Now for the cliff notes version: Fall madly in love with life. All of life. Fall madly in love with love. All types of love…And most importantly, never give up. Never let anyone tell you what you aren’t capable of. You’re capable of whatever you believe you’re capable of.

What would you be doing right now if it weren’t for your music career?

I’d be doing Music…I guess the furthest stretch of my imagination lands me on Broadway or West End. Maybe in some Shakespeare troop shooting words at the moon.

 If we were to peek over your shoulder, what does your studio look like? What gear do you typically use?

I’ve recorded all my records at GlassWing Studios on my parents’ blueberry farm on Vancouver Island…I grew up in that studio. It’s more like home than any of the homes I’ve lived in. My dad/ co-producer/ Santa Claus look-a-like started the studio in Washington D.C., during the 70s. I grew up with beats and rhythms shaking the baseboards of our home. He recorded everyone from Miles Davis to…well…everyone. The studio is now on its third incarnation, hidden away from the city lights in a refurbished warehouse overlooking the blueberry fields.

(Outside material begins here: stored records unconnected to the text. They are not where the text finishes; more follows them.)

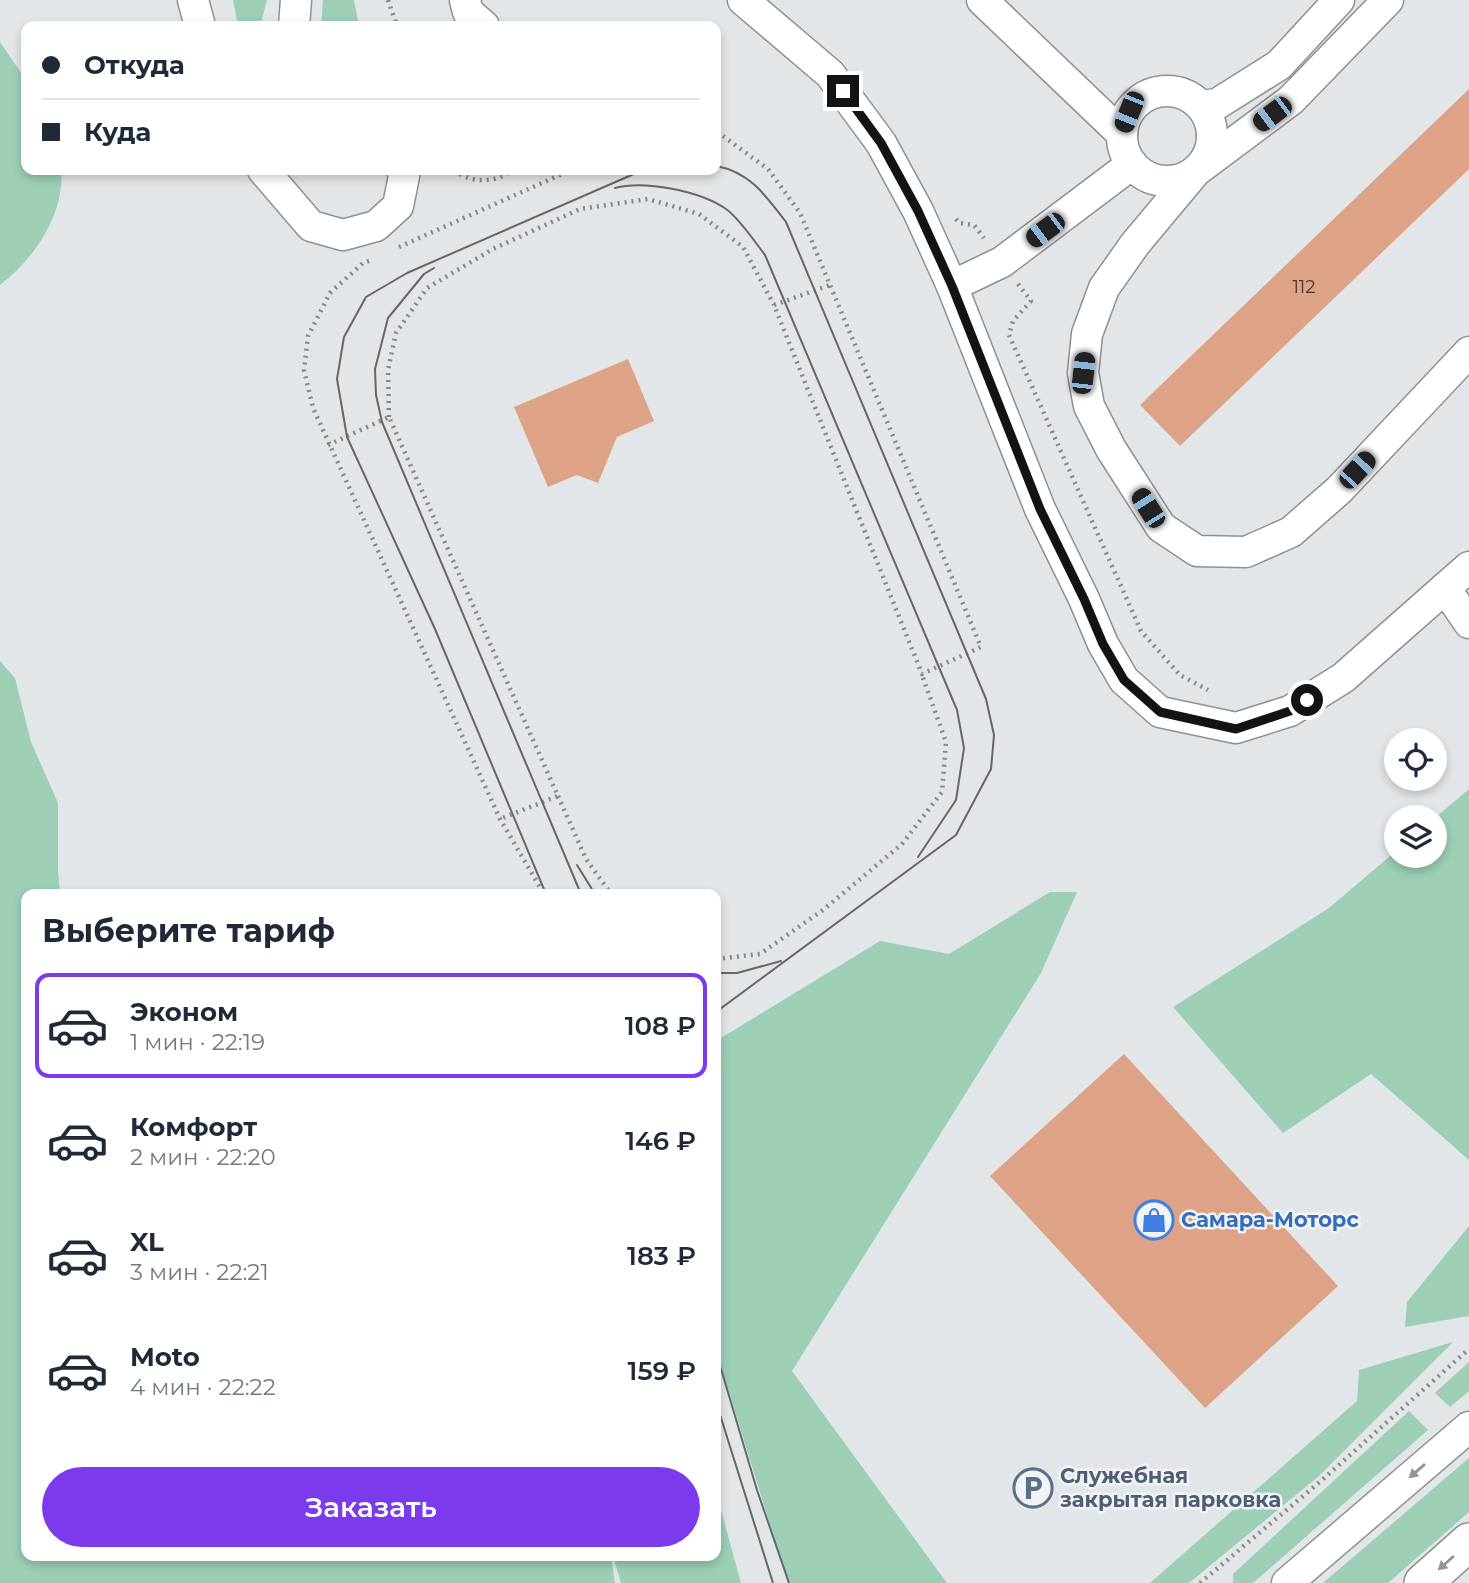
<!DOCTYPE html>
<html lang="ru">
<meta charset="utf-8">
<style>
:root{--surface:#fff;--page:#f6f6f7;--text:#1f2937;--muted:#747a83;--line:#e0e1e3;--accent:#7c3aed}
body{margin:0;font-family:Montserrat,sans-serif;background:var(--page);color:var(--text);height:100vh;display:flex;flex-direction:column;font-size:26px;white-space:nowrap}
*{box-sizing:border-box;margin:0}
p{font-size:23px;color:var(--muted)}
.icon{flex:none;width:38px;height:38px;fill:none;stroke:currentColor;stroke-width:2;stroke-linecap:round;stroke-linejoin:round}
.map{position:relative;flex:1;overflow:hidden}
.drawer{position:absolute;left:21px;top:889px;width:700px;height:672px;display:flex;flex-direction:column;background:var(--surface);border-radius:14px;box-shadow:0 4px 10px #0003}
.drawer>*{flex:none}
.banner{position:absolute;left:21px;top:21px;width:700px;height:154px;border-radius:14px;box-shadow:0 4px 10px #0003;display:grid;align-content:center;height:154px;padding:0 21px;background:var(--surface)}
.buttons{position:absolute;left:1384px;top:728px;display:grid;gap:14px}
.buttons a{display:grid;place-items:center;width:63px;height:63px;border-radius:50%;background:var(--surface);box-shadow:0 4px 10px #0003;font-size:35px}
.end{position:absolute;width:32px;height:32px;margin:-16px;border:9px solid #131314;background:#fff;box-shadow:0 0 0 4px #fff}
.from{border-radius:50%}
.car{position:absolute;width:21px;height:42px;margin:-21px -10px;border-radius:9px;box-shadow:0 0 5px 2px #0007;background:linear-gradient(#222 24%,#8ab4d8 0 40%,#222 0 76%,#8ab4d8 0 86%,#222 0)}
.banner b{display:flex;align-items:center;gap:24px;height:66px;font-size:26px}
.banner b+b{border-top:2px solid var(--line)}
.banner i{width:18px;height:18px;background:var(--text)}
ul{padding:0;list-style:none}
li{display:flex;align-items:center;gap:21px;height:105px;margin:0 14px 10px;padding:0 7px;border:4px solid transparent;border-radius:14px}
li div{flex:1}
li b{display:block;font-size:26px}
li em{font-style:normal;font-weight:600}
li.active{border-color:var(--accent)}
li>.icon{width:63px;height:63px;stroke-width:1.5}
h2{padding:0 21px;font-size:32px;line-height:84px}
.action{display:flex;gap:14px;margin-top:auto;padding:14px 21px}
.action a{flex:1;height:80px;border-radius:42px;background:var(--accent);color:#fff;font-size:28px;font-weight:600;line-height:80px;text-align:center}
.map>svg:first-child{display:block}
.green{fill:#9ccfb6}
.building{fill:#dea386}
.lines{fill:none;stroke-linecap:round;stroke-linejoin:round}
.minor-casing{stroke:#8e9092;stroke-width:33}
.major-casing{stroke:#8e9092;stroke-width:40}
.path{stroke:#86888a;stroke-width:4.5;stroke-dasharray:2 5;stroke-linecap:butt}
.minor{stroke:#fff;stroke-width:30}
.major{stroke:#fff;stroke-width:37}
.tram{stroke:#666769;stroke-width:2}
.oneway{fill:#959595}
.route{stroke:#131314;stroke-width:9}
.labels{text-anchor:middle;stroke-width:5;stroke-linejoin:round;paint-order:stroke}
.number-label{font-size:18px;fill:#463730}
.shop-label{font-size:21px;font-weight:bold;fill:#366cbe;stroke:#f1f3f5;text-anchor:start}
.service-label{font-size:21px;font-weight:bold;fill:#4e5e75;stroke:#f1f3f5;text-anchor:start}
</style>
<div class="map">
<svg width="1469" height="1583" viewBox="0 0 1469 1583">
<rect width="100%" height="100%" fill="#e3e6e8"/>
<g class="green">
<path d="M 233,0 L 267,0 L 260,26 L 238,26 Z"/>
<path d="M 323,0 L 354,0 L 359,26 L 321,26 Z"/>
<path d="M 0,42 L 26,80 L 26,170 L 61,170 C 65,214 34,259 0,285 Z"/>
<path d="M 0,661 L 15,678 L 31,742 L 58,803 L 58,869 L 60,894 L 26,894 L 26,1556 L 611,1556 L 615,1583 L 0,1583 Z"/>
<path d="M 1469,789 L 1469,1160 L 1371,1074 L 1283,1133 L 1173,1007 L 1329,908 L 1396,851 L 1396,856 L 1435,856 L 1435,818 Z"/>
<path d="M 1050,892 L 1077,892 L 1041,973 L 792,1371 L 947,1583 L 788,1583 L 716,1350 L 716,1041 L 880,941 L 949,954 Z"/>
<path d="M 1469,1226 L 1469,1316 L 1405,1327 L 1407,1302 Z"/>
<path d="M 1453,1342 L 1319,1476 L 1189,1583 L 1150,1583 L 1357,1401 L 1359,1370 Z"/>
<path d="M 1469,1362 L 1469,1391 L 1450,1407 L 1435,1393 Z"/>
<path d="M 1409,1411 L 1428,1430 L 1253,1583 L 1233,1583 L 1233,1574 Z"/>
<path d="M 1469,1458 L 1469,1512 L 1388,1583 L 1323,1583 Z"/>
<path d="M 716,1492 L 741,1583 L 621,1583 L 613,1556 L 716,1556 Z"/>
</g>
<g class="building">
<path d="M 1469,89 L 1469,169 L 1180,446 L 1140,405 Z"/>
<path d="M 628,359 L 654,421 L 617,437 L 598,483 L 577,475 L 548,487 L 514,407 Z"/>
<path d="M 1124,1054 L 1338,1286 L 1205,1408 L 990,1176 Z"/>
</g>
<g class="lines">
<g class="minor-casing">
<g id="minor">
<path d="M 193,0 L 200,26"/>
<path d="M 465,0 L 468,12 L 484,26"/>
<path d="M 743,0 L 830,74 L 881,143 L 918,211 L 952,286 L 1040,509 L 1084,599 L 1103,644 L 1124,680 L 1160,712 L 1236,728 L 1290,711 L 1343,678 L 1469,567"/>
<path d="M 982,0 L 1122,134"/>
<path d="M 1388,0 L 1291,100 L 1196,171 L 1135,244 L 1104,288 L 1087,334 L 1083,373 L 1089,406 L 1111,449 L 1161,527 L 1197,551 L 1246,552 L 1291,532 L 1339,490 L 1469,352"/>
<path d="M 294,26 L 296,0"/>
<circle cx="1167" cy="136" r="45"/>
<path d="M 1201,106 L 1217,104 L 1279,65 L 1339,0"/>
<path d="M 263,170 L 311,226 L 343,235 L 376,226 L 398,206 L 404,176 L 402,170"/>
<path d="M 952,286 L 1002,262 L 1132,164"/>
<path d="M 1445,588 L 1469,623"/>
<path d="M 1287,1583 L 1469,1427"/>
</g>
</g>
<g class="major-casing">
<path id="major" d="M 1423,1583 L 1469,1542"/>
</g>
<g class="path">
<path d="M 388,0 L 397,26"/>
<path d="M 716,136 L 723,136 L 768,169 L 800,213 L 981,647 L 922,674 L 774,305 L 830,285"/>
<path d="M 454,170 C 471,184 496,183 513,170"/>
<path d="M 956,219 L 959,223 L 974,225 L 984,238"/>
<path d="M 399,247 L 571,170"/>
<path d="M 369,261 L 363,263 L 330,293 L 308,336 L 304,370 L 313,408 L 500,819 L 544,894"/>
<path d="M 1018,284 L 1031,301 L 1013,321 L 1009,335 L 1141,631 L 1180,675 L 1208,690"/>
<path d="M 389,417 L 388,370 L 396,333 L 427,288 L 493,249 L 580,209 L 648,199 L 699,214 L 743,247 L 774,305"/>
<path d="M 328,445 L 389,417 L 558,796 L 500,819"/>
<path d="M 558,796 L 586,859 L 611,894"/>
<path d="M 716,959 L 760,954 L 823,910 L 902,844 L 942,792 L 946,742 L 922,675"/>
<path d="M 1200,1583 L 1322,1480 L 1469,1349"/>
</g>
<use href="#minor" class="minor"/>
<use href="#major" class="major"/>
<g class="tram">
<path d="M 716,166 C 750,172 766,196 786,222 L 986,699 L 994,735 L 991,769 L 956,835 L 716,1012"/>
<path d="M 615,188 C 645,180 700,191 726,209 C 739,218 755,242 765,255 L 957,710 L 964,748 L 956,800 L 918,857"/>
<path d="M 434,268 L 424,274 L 388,318 L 375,369 L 376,395 L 382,422 L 581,894"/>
<path d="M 577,865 L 595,894"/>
<path d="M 546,894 L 435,629 L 347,437 L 337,379 L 344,337 L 366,297 L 407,273 L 643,170"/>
<path d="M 716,973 L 737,973 L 781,961"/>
<path d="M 716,1352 L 757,1490 L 789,1583"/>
<path d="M 716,1402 L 773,1583"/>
</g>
</g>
<defs><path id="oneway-solid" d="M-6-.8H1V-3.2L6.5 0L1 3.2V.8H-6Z" transform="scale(1.75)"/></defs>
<g class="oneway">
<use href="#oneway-solid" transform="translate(1417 1471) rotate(139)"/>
<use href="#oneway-solid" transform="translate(1446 1563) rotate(138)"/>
</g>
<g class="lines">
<path class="route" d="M 843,91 L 881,143 L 918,211 L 952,286 L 1040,509 L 1084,599 L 1103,644 L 1124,680 L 1160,712 L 1236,729 L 1290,711 L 1307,700"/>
</g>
<defs>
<g id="shop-ring" transform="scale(2.0125)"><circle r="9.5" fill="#f1f3f5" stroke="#3f7fe0" stroke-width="1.5"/><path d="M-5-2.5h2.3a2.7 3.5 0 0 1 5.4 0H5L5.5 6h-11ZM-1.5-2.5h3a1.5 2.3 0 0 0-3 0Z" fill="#3f7fe0"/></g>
<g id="parking-ring" transform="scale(2.0125)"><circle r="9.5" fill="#f1f3f5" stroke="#5c6f8a" stroke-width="1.5"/><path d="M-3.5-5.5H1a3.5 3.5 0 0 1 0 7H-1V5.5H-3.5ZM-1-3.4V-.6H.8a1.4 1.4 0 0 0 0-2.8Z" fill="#5c6f8a"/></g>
</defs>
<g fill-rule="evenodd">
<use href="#shop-ring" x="1154" y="1220"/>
<use href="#parking-ring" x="1033" y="1488"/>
</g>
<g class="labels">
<g class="number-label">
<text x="1304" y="293">112</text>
</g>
<g class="shop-label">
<text x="1181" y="1227">Самара-Моторс</text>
</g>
<g class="service-label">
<text x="1060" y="1483">Служебная<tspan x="1060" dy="24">закрытая парковка</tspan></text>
</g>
</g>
</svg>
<div class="buttons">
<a><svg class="icon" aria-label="locate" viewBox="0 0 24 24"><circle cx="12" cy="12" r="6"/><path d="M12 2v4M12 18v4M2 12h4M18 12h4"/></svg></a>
<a><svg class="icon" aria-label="layers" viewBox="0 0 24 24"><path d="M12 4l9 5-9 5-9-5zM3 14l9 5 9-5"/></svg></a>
</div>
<i class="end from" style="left:1307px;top:700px"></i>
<i class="end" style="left:843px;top:91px"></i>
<i class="car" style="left:1129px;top:112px;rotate:202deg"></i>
<i class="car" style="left:1272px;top:114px;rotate:233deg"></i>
<i class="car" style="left:1045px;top:230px;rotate:233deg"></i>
<i class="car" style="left:1083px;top:373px;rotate:6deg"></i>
<i class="car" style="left:1357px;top:470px;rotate:43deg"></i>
<i class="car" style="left:1148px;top:508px;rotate:328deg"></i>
<div class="banner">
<b><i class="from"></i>Откуда</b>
<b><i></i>Куда</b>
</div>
<section class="drawer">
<h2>Выберите тариф</h2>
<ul>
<li class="active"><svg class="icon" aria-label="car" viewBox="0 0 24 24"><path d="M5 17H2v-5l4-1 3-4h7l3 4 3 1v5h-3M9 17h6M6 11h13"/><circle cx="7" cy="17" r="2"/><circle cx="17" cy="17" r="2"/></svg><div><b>Эконом</b><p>1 мин · 22:19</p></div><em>108 ₽</em></li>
<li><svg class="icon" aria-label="car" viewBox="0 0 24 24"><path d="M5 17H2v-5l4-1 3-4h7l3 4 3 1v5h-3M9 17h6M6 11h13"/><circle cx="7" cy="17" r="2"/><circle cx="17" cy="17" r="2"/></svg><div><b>Комфорт</b><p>2 мин · 22:20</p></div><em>146 ₽</em></li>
<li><svg class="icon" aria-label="car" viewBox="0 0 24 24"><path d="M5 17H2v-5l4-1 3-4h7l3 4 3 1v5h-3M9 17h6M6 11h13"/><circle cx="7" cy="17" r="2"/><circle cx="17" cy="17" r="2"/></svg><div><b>XL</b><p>3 мин · 22:21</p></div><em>183 ₽</em></li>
<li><svg class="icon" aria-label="car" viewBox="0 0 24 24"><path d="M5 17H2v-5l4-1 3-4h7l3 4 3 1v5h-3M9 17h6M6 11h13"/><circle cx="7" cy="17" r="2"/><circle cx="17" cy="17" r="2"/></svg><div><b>Moto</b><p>4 мин · 22:22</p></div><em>159 ₽</em></li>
</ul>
<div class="action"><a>Заказать</a></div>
</section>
</div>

The studio has the usual suspects. A Jupiter 8, a rack of analogue synths, walls coated with various guitars my dad and co-producer, Richard Sales, has collected over the years, tape recorders, old records, the mixer, a thicket of retro amps…the list goes on. As for gear, I have two true loves…my vocal microphones: one is a Nordic Audio NU47, a very rare, holy grail that shines blue when it’s turned on. The other is an RCA PB90 from the 1930s that I had Wes Dooley refurbish (AEA Microphones). I run both of those through a vintage summit mic-pre/ compressor and into ProTools. When recording piano and vocals, I use earbuds, close the curtains, and turn down the lights. I tend to record vocals and piano together, live, and entirely alone. I love to dive into the story of each song or else I get entirely too self-conscious and judgmental. If I focus on the story, and the feeling, it carries me.